- **Input**

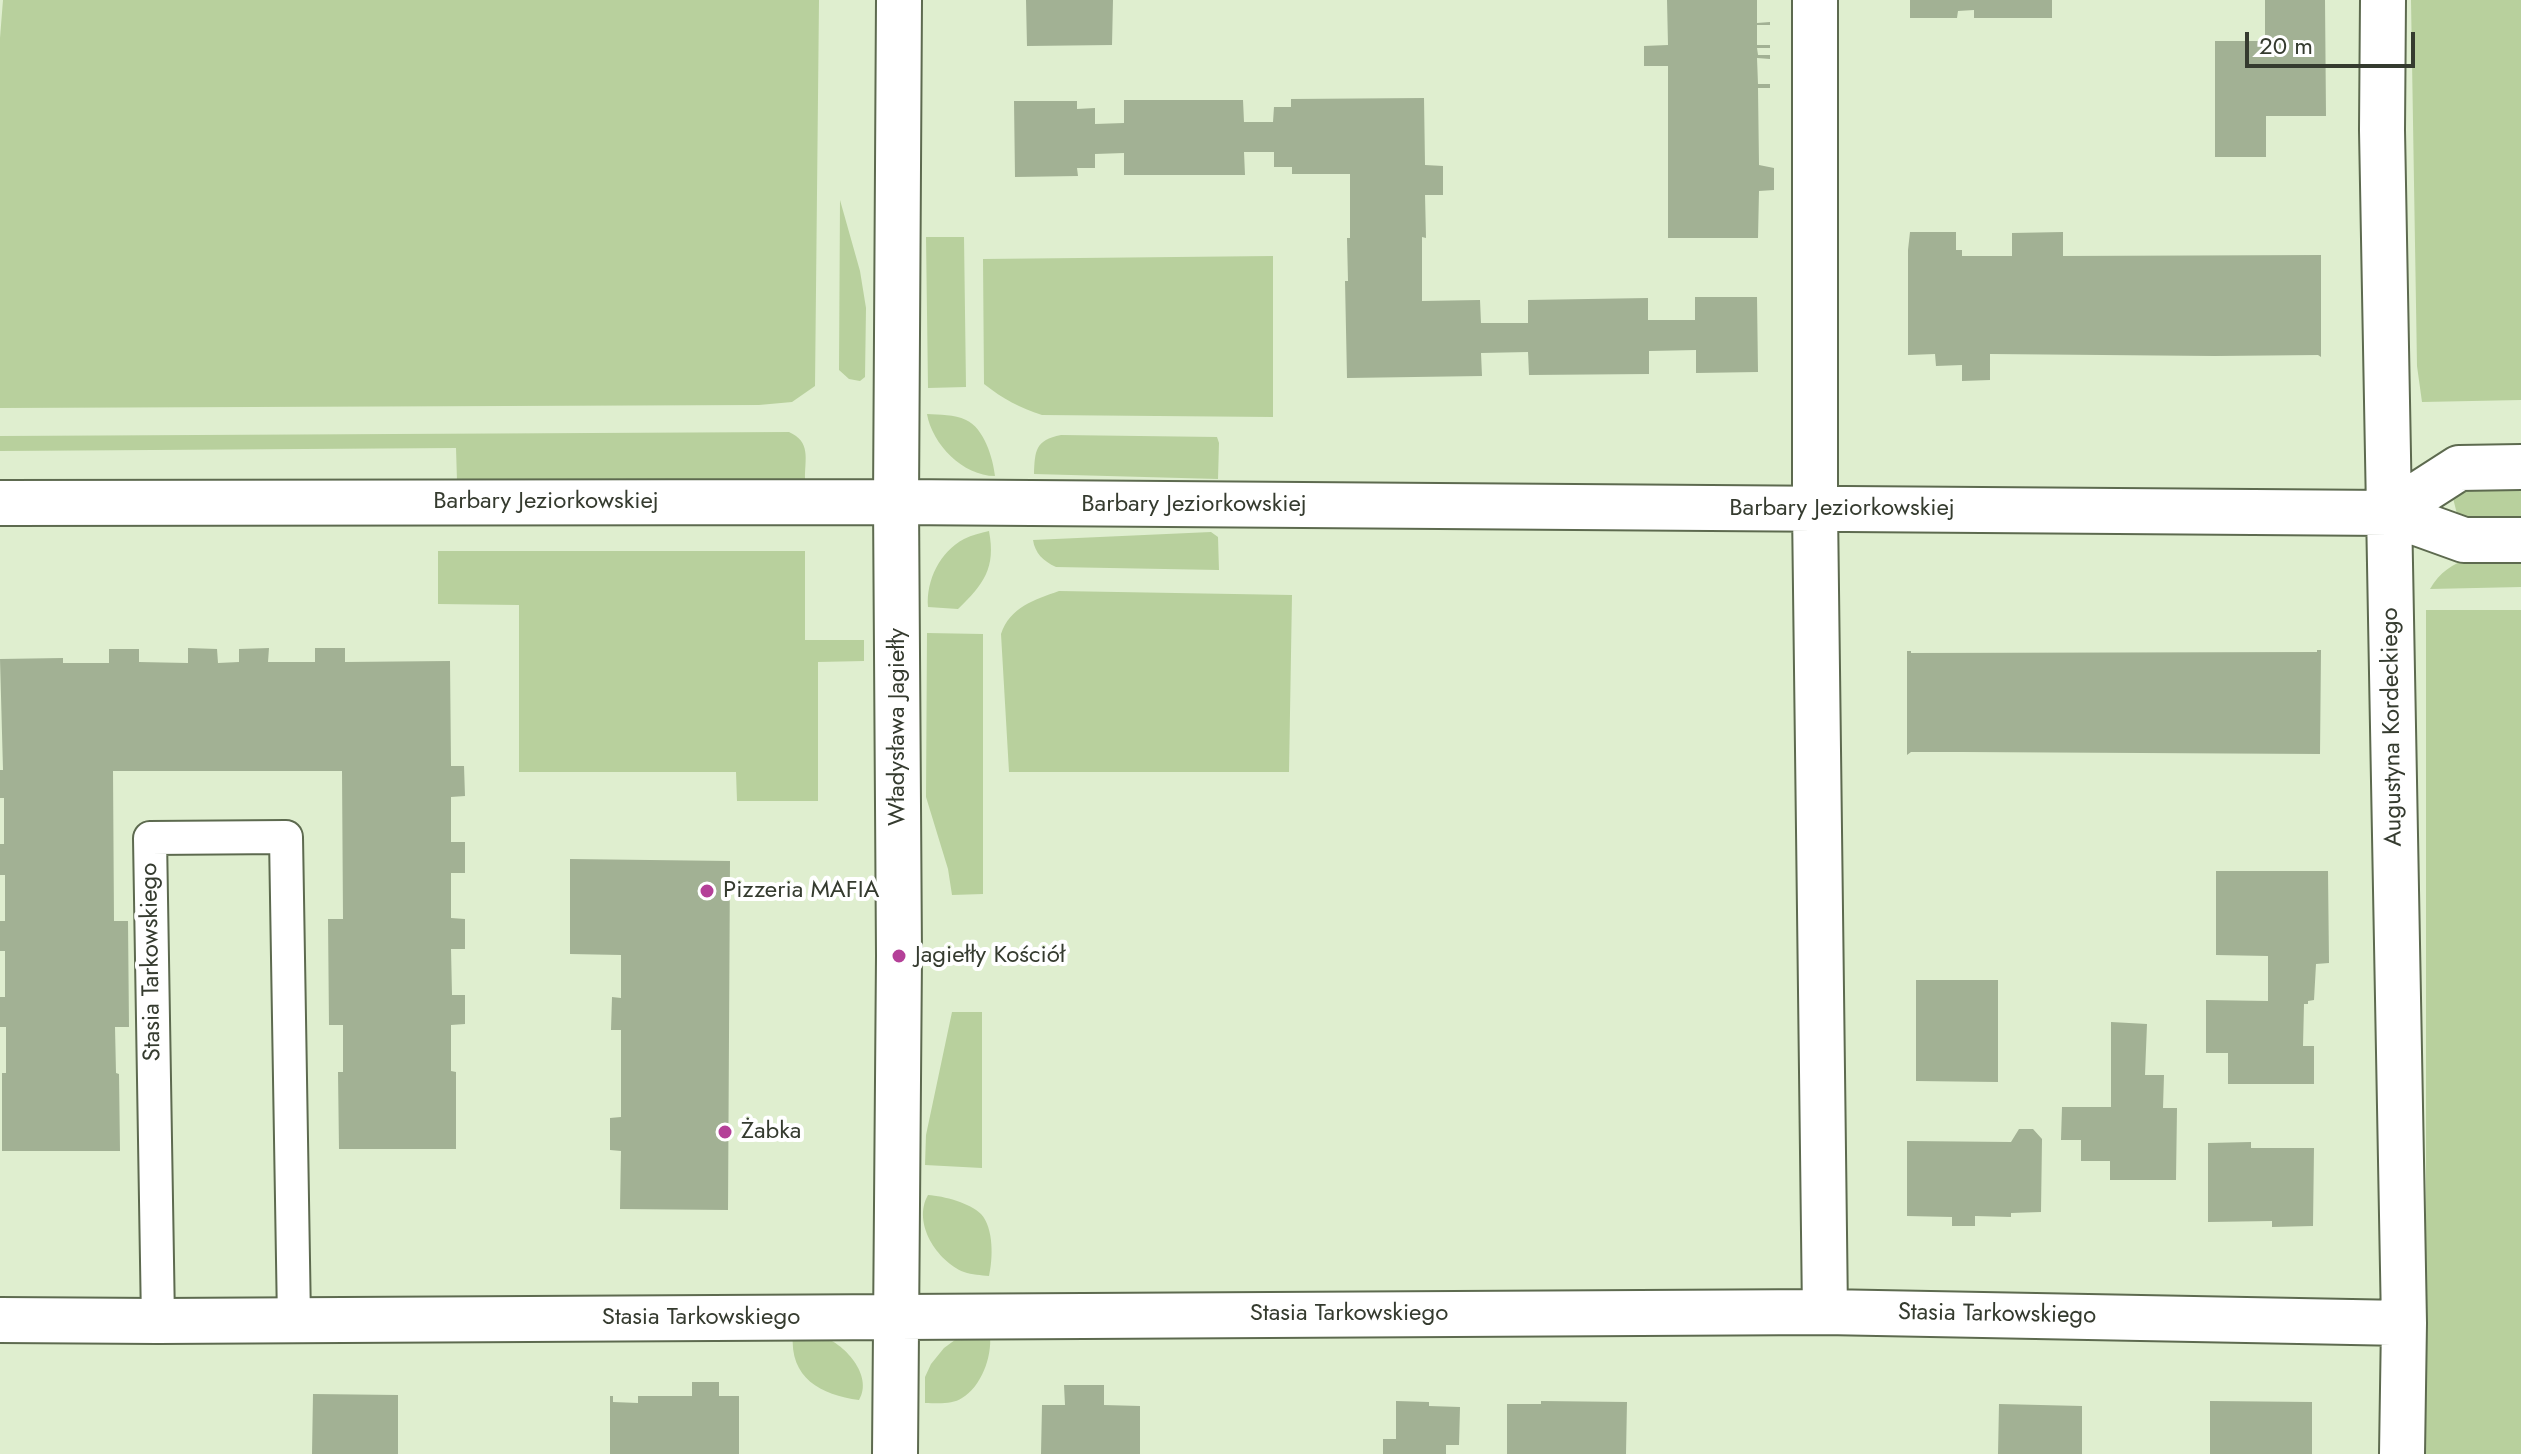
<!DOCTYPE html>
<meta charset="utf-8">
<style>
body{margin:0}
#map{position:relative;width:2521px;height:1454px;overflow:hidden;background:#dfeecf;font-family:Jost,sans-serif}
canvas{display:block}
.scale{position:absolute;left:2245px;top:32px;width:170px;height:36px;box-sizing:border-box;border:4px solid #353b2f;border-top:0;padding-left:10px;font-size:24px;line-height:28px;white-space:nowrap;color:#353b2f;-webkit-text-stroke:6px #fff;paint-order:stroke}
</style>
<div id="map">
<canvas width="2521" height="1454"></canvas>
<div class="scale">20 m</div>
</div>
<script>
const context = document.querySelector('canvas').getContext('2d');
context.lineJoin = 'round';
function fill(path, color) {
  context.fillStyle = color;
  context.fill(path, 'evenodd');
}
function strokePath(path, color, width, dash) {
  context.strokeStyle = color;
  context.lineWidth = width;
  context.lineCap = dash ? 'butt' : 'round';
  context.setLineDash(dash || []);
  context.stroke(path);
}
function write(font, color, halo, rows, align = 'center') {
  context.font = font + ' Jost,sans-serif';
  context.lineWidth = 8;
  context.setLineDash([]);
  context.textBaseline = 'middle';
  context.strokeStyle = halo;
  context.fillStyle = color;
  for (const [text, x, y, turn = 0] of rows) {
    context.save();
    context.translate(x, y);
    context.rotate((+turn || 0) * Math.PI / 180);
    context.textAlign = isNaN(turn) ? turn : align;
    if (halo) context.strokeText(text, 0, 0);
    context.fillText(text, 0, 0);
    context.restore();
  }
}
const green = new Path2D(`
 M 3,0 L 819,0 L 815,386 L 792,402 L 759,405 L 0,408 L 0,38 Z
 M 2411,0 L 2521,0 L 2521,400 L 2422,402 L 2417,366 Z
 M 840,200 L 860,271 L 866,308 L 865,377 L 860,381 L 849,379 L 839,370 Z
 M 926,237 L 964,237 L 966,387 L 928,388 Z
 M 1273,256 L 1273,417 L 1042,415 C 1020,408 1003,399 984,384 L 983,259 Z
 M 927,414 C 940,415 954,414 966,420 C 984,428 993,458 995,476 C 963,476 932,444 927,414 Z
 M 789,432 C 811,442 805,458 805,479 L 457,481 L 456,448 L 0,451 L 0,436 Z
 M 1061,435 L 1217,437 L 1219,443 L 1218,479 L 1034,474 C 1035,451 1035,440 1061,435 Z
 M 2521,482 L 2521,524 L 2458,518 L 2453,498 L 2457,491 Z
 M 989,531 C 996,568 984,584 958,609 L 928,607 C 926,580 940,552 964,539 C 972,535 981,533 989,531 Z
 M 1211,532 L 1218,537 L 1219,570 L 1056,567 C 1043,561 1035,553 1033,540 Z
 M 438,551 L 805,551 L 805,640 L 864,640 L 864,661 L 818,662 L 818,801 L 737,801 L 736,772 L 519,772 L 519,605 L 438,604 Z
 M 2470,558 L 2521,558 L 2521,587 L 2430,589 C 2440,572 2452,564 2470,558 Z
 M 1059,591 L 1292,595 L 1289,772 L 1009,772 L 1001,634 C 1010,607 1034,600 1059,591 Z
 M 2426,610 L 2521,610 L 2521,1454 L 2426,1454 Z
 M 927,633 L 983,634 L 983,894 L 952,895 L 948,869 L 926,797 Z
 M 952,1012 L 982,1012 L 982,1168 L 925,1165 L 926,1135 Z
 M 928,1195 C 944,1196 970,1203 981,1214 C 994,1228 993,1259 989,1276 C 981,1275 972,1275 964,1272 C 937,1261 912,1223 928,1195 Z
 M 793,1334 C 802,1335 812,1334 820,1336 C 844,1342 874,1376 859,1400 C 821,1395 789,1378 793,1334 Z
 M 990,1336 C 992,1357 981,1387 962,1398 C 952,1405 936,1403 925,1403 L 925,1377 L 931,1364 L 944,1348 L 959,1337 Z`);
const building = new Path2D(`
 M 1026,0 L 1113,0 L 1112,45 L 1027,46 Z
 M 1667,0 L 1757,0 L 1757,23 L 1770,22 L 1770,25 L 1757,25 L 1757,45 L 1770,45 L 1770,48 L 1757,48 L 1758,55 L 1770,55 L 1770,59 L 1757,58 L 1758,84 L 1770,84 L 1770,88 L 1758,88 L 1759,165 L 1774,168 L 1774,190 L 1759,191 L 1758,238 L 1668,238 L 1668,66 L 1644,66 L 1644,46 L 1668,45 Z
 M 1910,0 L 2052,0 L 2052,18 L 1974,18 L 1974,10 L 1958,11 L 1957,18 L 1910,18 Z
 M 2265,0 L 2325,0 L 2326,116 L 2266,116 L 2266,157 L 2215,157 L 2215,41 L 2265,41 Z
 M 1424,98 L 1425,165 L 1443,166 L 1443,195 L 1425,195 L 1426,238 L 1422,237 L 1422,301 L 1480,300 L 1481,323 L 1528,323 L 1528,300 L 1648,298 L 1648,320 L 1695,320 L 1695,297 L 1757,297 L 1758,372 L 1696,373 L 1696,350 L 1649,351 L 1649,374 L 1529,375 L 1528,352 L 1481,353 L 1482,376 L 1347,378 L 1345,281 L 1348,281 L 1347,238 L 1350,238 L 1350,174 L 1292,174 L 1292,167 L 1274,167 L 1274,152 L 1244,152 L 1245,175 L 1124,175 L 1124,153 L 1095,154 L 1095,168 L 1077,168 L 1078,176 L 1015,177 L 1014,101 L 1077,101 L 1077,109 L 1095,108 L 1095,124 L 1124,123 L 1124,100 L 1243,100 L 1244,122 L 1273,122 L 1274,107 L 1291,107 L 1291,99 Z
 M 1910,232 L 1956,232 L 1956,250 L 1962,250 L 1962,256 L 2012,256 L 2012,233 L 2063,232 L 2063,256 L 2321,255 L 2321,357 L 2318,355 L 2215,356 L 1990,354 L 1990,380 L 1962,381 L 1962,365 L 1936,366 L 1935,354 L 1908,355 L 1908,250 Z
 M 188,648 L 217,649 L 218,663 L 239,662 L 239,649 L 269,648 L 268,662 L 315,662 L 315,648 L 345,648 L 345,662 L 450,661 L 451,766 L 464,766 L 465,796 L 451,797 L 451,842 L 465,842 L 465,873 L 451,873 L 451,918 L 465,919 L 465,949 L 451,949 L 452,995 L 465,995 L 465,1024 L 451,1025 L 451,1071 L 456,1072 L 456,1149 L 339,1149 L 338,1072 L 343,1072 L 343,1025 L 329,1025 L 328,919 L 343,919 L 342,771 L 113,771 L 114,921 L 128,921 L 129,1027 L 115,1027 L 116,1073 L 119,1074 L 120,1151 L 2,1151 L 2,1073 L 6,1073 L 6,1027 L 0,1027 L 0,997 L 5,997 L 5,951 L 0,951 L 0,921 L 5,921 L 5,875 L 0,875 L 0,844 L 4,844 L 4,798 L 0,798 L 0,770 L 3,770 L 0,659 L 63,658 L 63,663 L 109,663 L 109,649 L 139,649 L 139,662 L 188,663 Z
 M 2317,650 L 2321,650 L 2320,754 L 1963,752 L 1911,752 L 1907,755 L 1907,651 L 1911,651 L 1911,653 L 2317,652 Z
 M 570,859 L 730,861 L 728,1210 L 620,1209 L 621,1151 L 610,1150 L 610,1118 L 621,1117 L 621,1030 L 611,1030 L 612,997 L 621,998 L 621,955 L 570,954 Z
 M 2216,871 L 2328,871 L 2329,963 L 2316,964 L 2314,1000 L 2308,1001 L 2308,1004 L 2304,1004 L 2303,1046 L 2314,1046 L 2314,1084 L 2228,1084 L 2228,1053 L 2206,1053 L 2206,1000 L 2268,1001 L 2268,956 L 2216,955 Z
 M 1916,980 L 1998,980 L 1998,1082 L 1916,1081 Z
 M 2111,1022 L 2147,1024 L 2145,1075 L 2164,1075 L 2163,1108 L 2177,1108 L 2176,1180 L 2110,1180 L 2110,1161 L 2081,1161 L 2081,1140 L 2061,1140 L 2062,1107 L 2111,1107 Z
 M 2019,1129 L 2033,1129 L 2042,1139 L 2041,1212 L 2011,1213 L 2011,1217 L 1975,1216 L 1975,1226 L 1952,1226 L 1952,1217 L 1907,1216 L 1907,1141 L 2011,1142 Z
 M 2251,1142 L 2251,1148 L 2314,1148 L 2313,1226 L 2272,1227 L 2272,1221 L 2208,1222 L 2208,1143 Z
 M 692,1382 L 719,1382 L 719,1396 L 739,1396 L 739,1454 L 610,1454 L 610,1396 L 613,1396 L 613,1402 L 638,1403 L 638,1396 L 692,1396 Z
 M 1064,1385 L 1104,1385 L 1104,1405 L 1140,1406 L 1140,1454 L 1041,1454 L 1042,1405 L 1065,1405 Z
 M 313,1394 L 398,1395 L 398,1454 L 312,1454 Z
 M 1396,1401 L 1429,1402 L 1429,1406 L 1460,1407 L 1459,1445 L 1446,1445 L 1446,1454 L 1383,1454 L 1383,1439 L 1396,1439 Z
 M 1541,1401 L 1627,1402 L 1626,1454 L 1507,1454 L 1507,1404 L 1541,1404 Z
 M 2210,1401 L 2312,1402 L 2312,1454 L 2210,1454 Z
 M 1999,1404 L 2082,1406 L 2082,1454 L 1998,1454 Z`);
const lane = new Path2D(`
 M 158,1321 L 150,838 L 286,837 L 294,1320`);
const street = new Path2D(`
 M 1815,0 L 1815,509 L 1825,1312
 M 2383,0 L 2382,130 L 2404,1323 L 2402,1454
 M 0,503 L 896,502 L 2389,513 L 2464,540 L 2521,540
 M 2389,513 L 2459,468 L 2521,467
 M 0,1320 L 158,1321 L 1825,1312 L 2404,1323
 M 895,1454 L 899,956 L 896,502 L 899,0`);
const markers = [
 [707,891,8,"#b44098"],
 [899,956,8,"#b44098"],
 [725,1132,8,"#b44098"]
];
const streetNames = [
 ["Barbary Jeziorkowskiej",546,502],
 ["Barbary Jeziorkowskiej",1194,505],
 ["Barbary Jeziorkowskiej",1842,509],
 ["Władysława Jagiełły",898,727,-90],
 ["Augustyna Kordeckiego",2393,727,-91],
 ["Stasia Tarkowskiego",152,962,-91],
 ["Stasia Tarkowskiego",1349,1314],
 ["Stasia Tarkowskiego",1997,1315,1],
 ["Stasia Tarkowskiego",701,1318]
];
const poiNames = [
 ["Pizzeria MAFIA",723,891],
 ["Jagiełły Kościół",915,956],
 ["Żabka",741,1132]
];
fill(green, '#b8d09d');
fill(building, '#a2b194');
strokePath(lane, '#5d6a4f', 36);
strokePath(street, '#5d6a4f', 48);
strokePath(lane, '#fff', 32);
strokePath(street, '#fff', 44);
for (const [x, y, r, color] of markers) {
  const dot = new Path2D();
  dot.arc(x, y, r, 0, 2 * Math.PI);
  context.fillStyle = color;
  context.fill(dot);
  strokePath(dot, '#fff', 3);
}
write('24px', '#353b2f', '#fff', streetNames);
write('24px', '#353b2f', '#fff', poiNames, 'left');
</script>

- **Task description**
Copy out each line in the listing that has the word "Math".

- **Written response**
    context.rotate((+turn || 0) * Math.PI / 180);
  dot.arc(x, y, r, 0, 2 * Math.PI);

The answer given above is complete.